What does document-oriented mean?
I have seen that there are numerous oriented terminologies, such as Object-Oriented, agent-oriented, aspect-oriented, class-oriented, and several others.
But what I've seen recently is document-oriented, as said in the MongoDB description:
MongoDB (humongous, "gigantic") is an open source, high-performance, schema-free, document-oriented application.
- What does oriented mean to documents?
- What are the main qualities / differences of this paradigm?
- is this term only applicable to database? If not, where else can it be used?
1 answers
What does document-oriented mean?
In the context of MongoDB means that data is stored in complex object format, as in the example below:
{
title: "MongoDB: The Definitive Guide",
author: [ "Kristina Chodorow", "Mike Dirolf" ],
published_date: ISODate("2010-09-24"),
pages: 216,
language: "English",
publisher: {
name: "O'Reilly Media",
founded: 1980,
location: "CA"
}
}
The following two queries are equivalent :
SELECT * FROM BOOKS WHERE pages >= 216; // Transact-SQL
And
db.getCollection("BOOKS").find({pages: { $gte: 216 } }) // BSON
Notice that the object follows JSON notation. This is by default: MongoDB uses JSON for data exchange , and BSON - a binary, extended version of JSON-to allow descriptions of data types and logical operators.
What are the main qualities / differences of this paradigm?
Traditional DBMS tables are two-dimensional structures (columns x rows).
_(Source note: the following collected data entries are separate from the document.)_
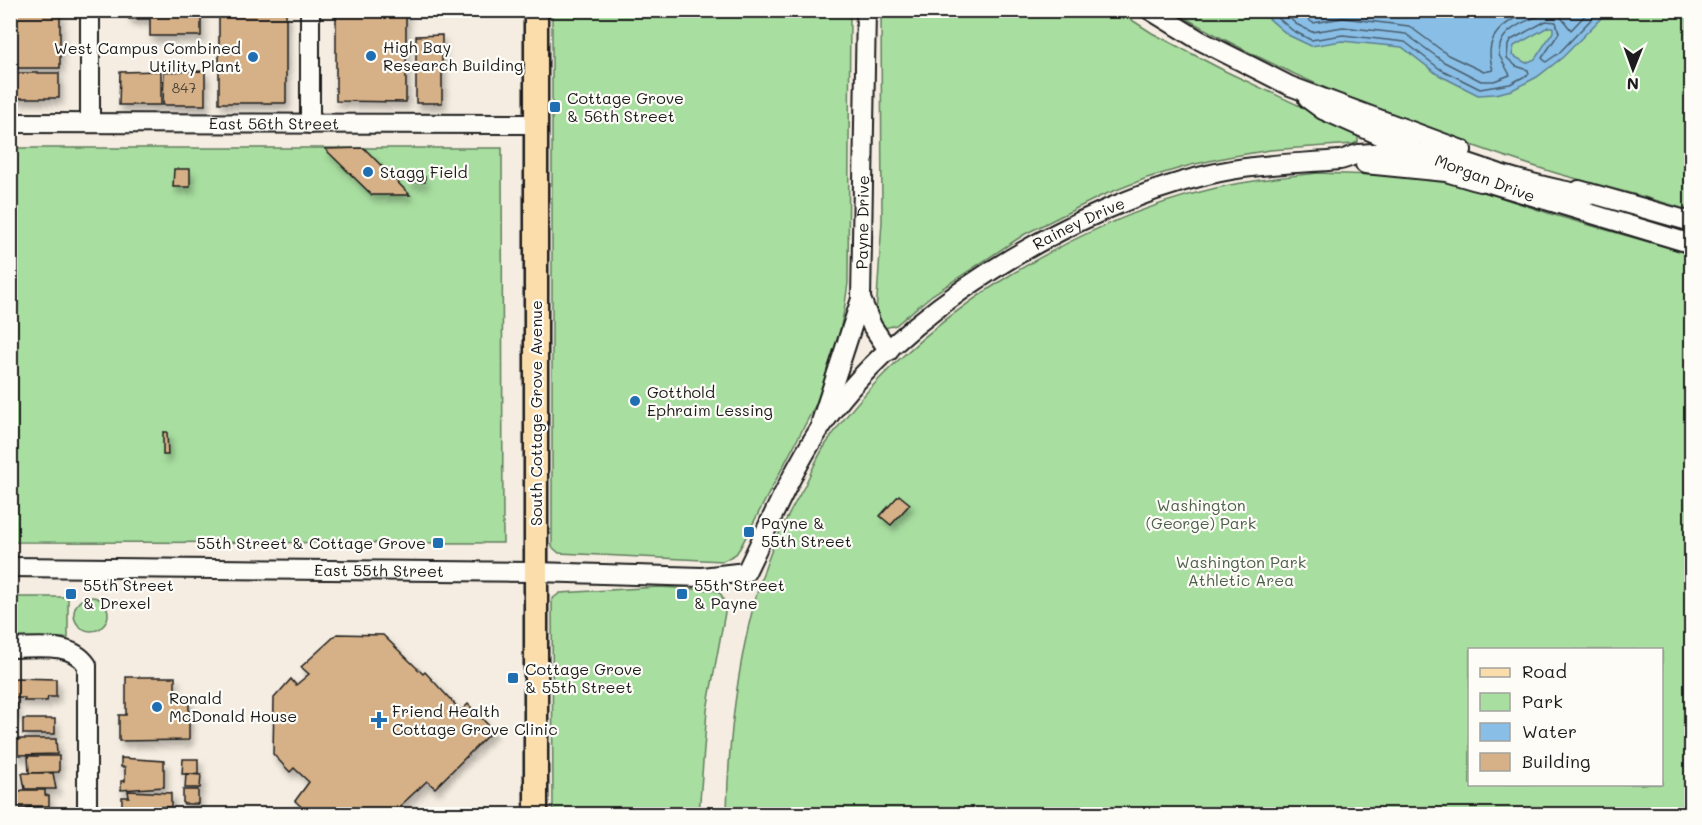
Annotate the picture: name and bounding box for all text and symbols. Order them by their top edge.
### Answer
place label: High Bay Research Building [383,36,523,75]
place label: West Campus Combined Utility Plant [54,37,241,76]
north arrow [1603,39,1663,99]
marker: High Bay Research Building [364,49,378,63]
marker: West Campus Combined Utility Plant [246,50,260,64]
text: N [1626,74,1639,95]
house number: 847 [172,78,196,97]
place label: Cottage Grove & 56th Street [567,87,684,126]
marker: Cottage Grove & 56th Street [548,100,562,114]
street label: East 56th Street [209,112,339,134]
street label: Morgan Drive [1432,149,1538,206]
place label: Stagg Field [380,161,468,182]
marker: Stagg Field [361,165,375,179]
street label: Payne Drive [851,175,873,270]
street label: Rainey Drive [1029,192,1128,254]
street label: South Cottage Grove Avenue [525,300,546,526]
place label: Gotthold Ephraim Lessing [647,381,773,420]
marker: Gotthold Ephraim Lessing [628,394,642,408]
park label: Washington (George) Park [1146,494,1256,533]
place label: Payne & 55th Street [761,512,852,551]
marker: Payne & 55th Street [742,525,756,539]
place label: 55th Street & Cottage Grove [196,532,426,553]
marker: 55th Street & Cottage Grove [431,536,445,550]
park label: Washington Park Athletic Area [1176,551,1306,590]
street label: East 55th Street [314,559,444,581]
place label: 55th Street & Drexel [83,574,174,613]
place label: 55th Street & Payne [694,574,785,613]
marker: 55th Street & Drexel [64,587,78,601]
marker: 55th Street & Payne [675,587,689,601]
legend [1468,648,1663,786]
place label: Cottage Grove & 55th Street [525,658,642,697]
text: Road [1522,659,1567,683]
marker: Cottage Grove & 55th Street [506,671,520,685]
place label: Ronald McDonald House [169,687,297,726]
text: Park [1522,689,1563,713]
marker: Ronald McDonald House [150,700,164,714]
place label: Friend Health Cottage Grove Clinic [392,700,558,739]
marker: Friend Health Cottage Grove Clinic [370,711,388,729]
text: Water [1522,719,1577,743]
text: Building [1522,749,1590,773]

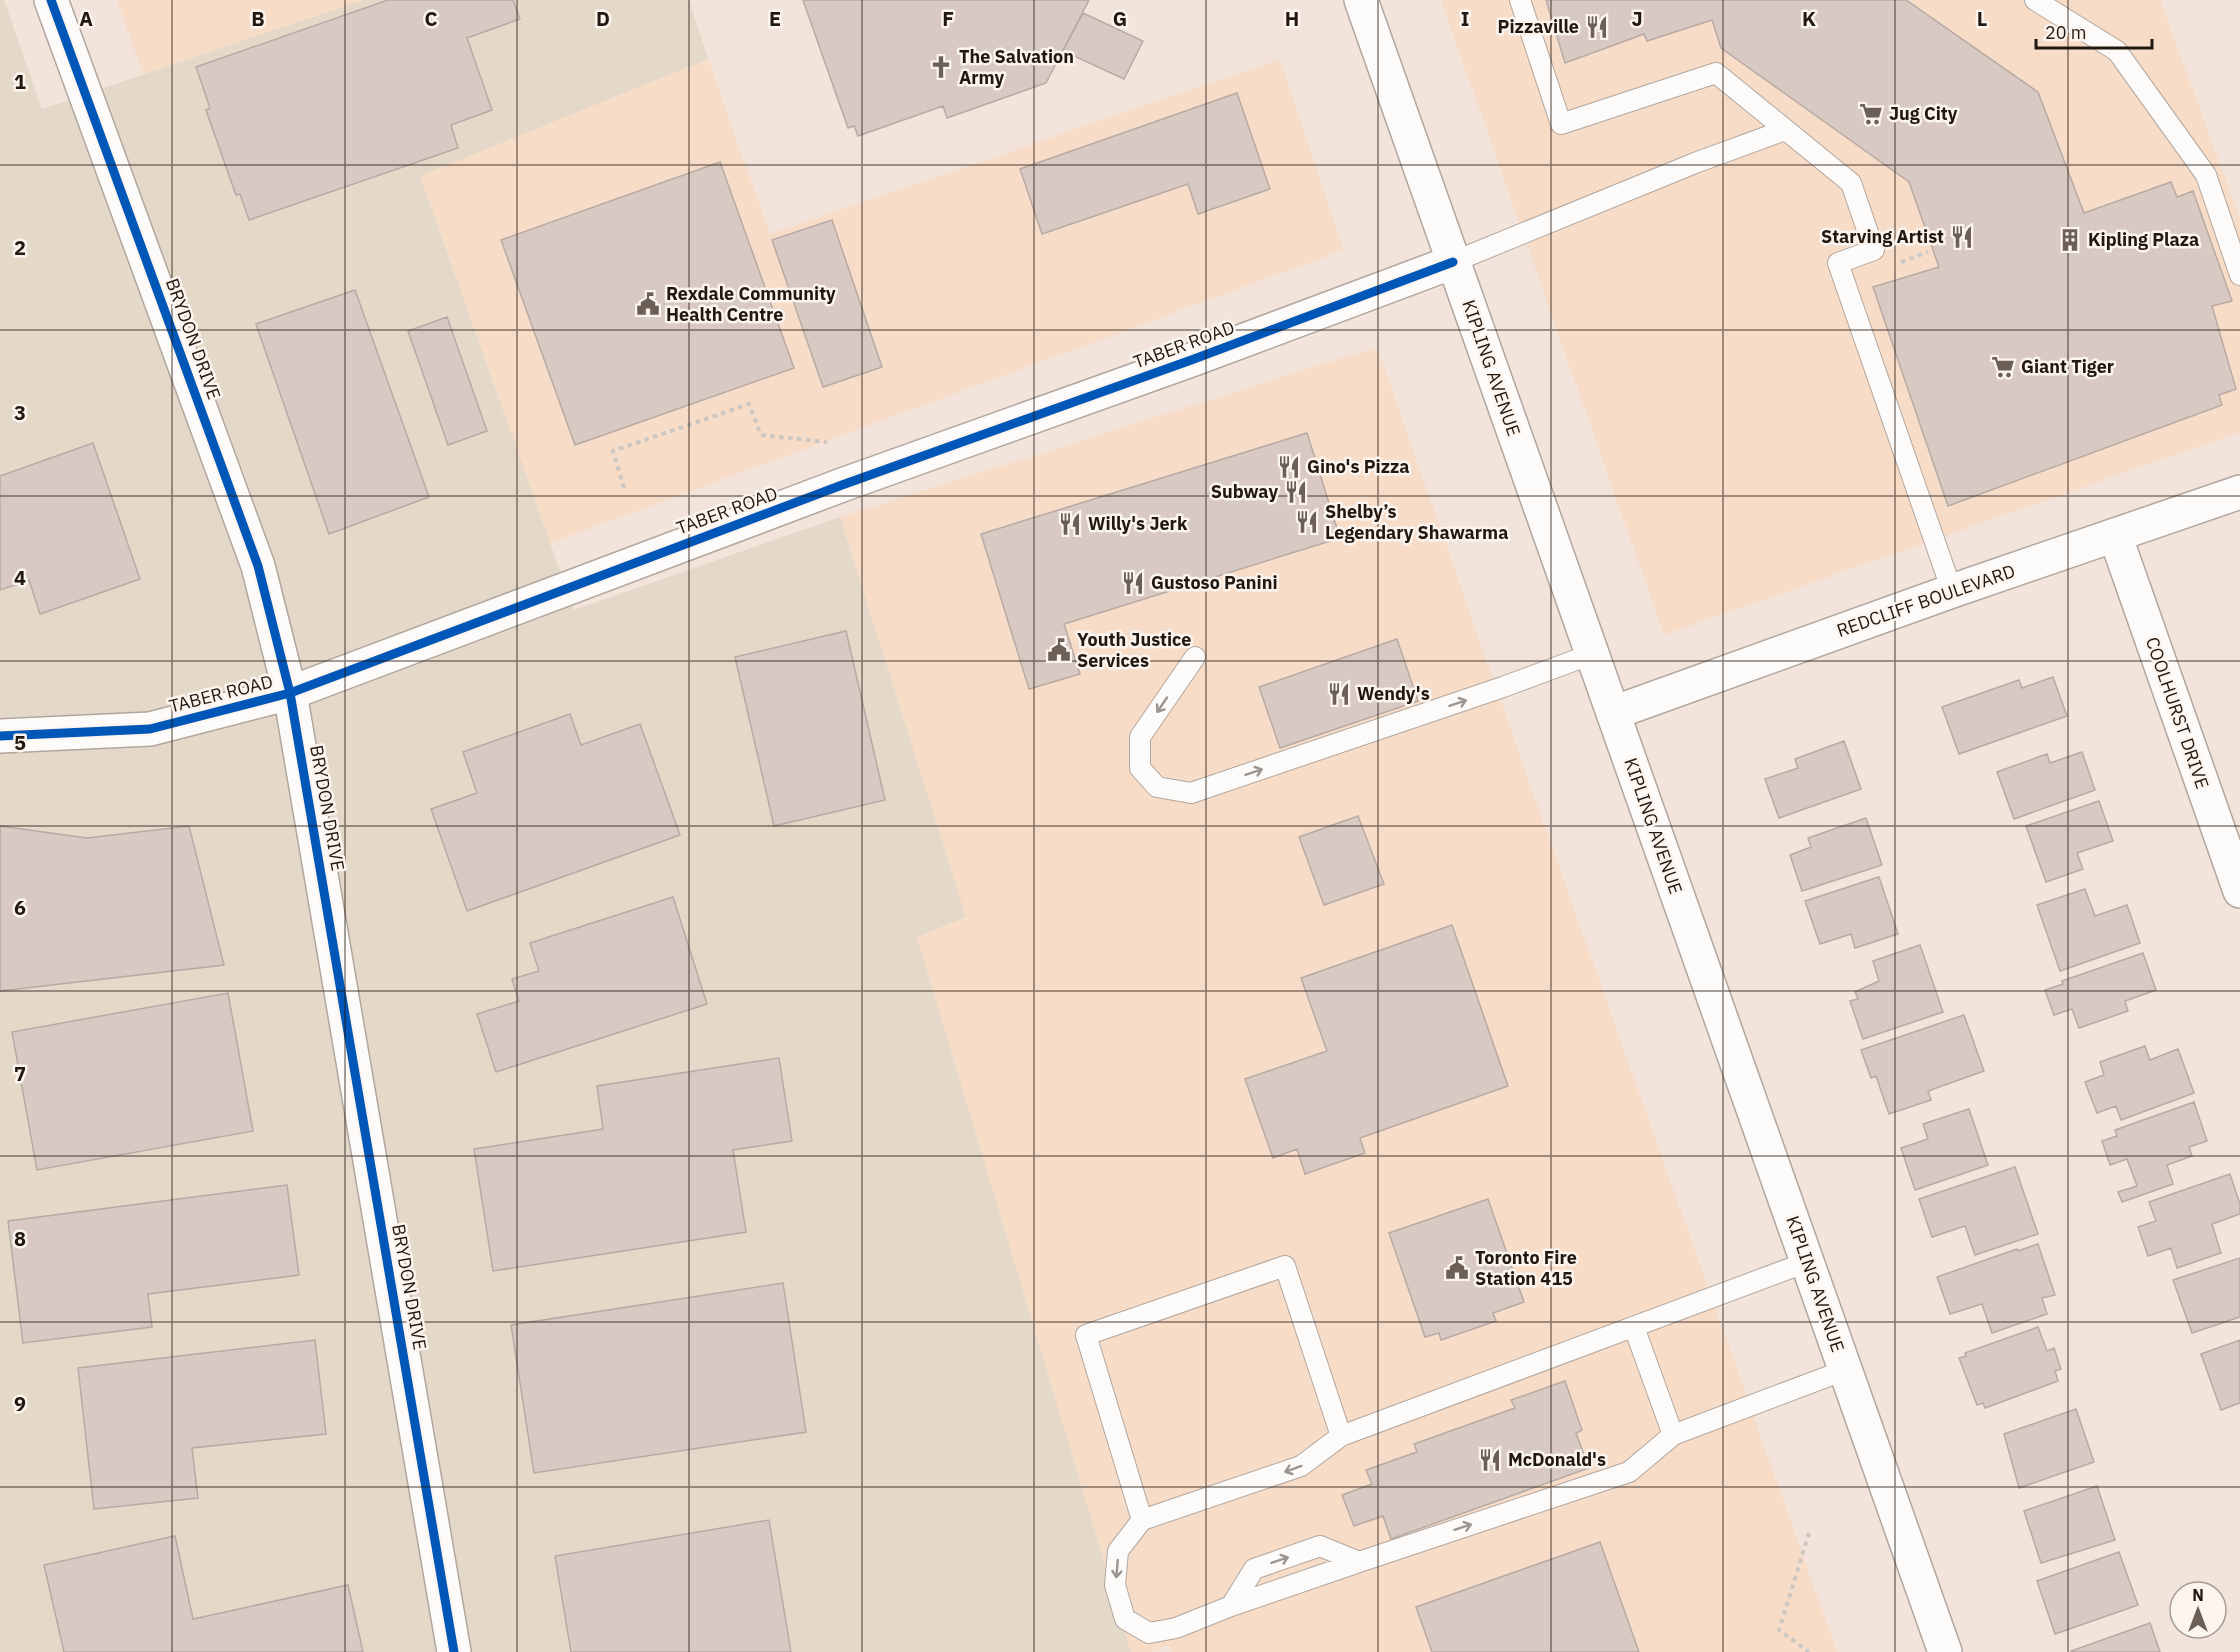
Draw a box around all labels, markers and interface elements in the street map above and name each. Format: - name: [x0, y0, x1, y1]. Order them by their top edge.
- text: A: [79, 5, 93, 32]
- text: B: [251, 5, 265, 32]
- text: C: [424, 5, 438, 32]
- text: D: [596, 5, 610, 32]
- text: E: [769, 5, 781, 32]
- text: F: [942, 5, 954, 32]
- text: G: [1113, 5, 1127, 32]
- text: H: [1285, 5, 1299, 32]
- text: I: [1461, 5, 1469, 32]
- text: J: [1631, 5, 1643, 32]
- text: K: [1802, 5, 1816, 32]
- text: L: [1977, 5, 1987, 32]
- scale bar: [2036, 12, 2152, 50]
- restaurant icon: Pizzaville: [1584, 14, 1610, 40]
- place label: Pizzaville: [1498, 15, 1579, 38]
- text: 20 m: [2045, 21, 2087, 44]
- place label: The Salvation Army: [959, 45, 1074, 89]
- church icon: The Salvation Army: [928, 54, 954, 80]
- text: 1: [14, 68, 26, 95]
- supermarket icon: Jug City: [1858, 101, 1884, 127]
- place label: Jug City: [1889, 102, 1958, 125]
- restaurant icon: Starving Artist: [1949, 224, 1975, 250]
- place label: Starving Artist: [1821, 225, 1944, 248]
- building icon: Kipling Plaza: [2057, 227, 2083, 253]
- place label: Kipling Plaza: [2088, 228, 2199, 251]
- text: 2: [14, 234, 26, 261]
- street label: BRYDON DRIVE: [161, 275, 226, 403]
- place label: Rexdale Community Health Centre: [666, 282, 836, 326]
- public building icon: Rexdale Community Health Centre: [635, 291, 661, 317]
- street label: KIPLING AVENUE: [1457, 297, 1526, 439]
- street label: TABER ROAD: [1130, 316, 1238, 373]
- supermarket icon: Giant Tiger: [1990, 354, 2016, 380]
- place label: Giant Tiger: [2021, 355, 2114, 378]
- text: 3: [14, 399, 26, 426]
- restaurant icon: Gino's Pizza: [1276, 454, 1302, 480]
- place label: Gino's Pizza: [1307, 455, 1410, 478]
- restaurant icon: Subway: [1283, 479, 1309, 505]
- place label: Subway: [1211, 480, 1278, 503]
- street label: TABER ROAD: [673, 482, 781, 539]
- place label: Shelby’s Legendary Shawarma: [1325, 500, 1508, 544]
- restaurant icon: Shelby’s Legendary Shawarma: [1294, 509, 1320, 535]
- restaurant icon: Willy's Jerk: [1057, 511, 1083, 537]
- place label: Willy's Jerk: [1088, 512, 1188, 535]
- street label: REDCLIFF BOULEVARD: [1834, 559, 2018, 642]
- text: 4: [14, 564, 26, 591]
- restaurant icon: Gustoso Panini: [1120, 570, 1146, 596]
- place label: Gustoso Panini: [1151, 571, 1278, 594]
- place label: Youth Justice Services: [1077, 628, 1191, 672]
- street label: COOLHURST DRIVE: [2141, 634, 2214, 792]
- public building icon: Youth Justice Services: [1046, 637, 1072, 663]
- street label: TABER ROAD: [167, 670, 275, 718]
- restaurant icon: Wendy's: [1326, 681, 1352, 707]
- place label: Wendy's: [1357, 682, 1430, 705]
- one-way arrow: [1448, 696, 1467, 707]
- one-way arrow: [1156, 697, 1168, 713]
- text: 5: [14, 729, 26, 756]
- street label: BRYDON DRIVE: [305, 743, 350, 873]
- street label: KIPLING AVENUE: [1619, 755, 1688, 897]
- one-way arrow: [1244, 766, 1263, 777]
- text: 6: [14, 894, 26, 921]
- text: 7: [14, 1060, 26, 1087]
- street label: KIPLING AVENUE: [1781, 1213, 1850, 1355]
- street label: BRYDON DRIVE: [387, 1222, 432, 1352]
- text: 8: [14, 1225, 26, 1252]
- place label: Toronto Fire Station 415: [1475, 1246, 1577, 1290]
- public building icon: Toronto Fire Station 415: [1444, 1255, 1470, 1281]
- text: 9: [14, 1390, 26, 1417]
- restaurant icon: McDonald's: [1477, 1447, 1503, 1473]
- place label: McDonald's: [1508, 1448, 1606, 1471]
- one-way arrow: [1284, 1464, 1303, 1475]
- one-way arrow: [1453, 1521, 1472, 1532]
- one-way arrow: [1270, 1554, 1289, 1565]
- one-way arrow: [1111, 1558, 1122, 1578]
- north arrow: [2168, 1580, 2228, 1640]
- text: N: [2192, 1585, 2204, 1605]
This means that you need to decompose a complex object into nested structures (eg.NotaFiscalCabecalho
, NotaFiscalItens
) before storage-and, conversely, collect records from various tables to recompose the object.
With a database that stores complex objects, this step is unnecessary.
Is this term only applicable to database? If not, where else can it be used?
I would say no. Any structure that works with serialization of complex objects - disk storage of JSON files, for example-can be considered a document structure (according to the definition of MongoDB).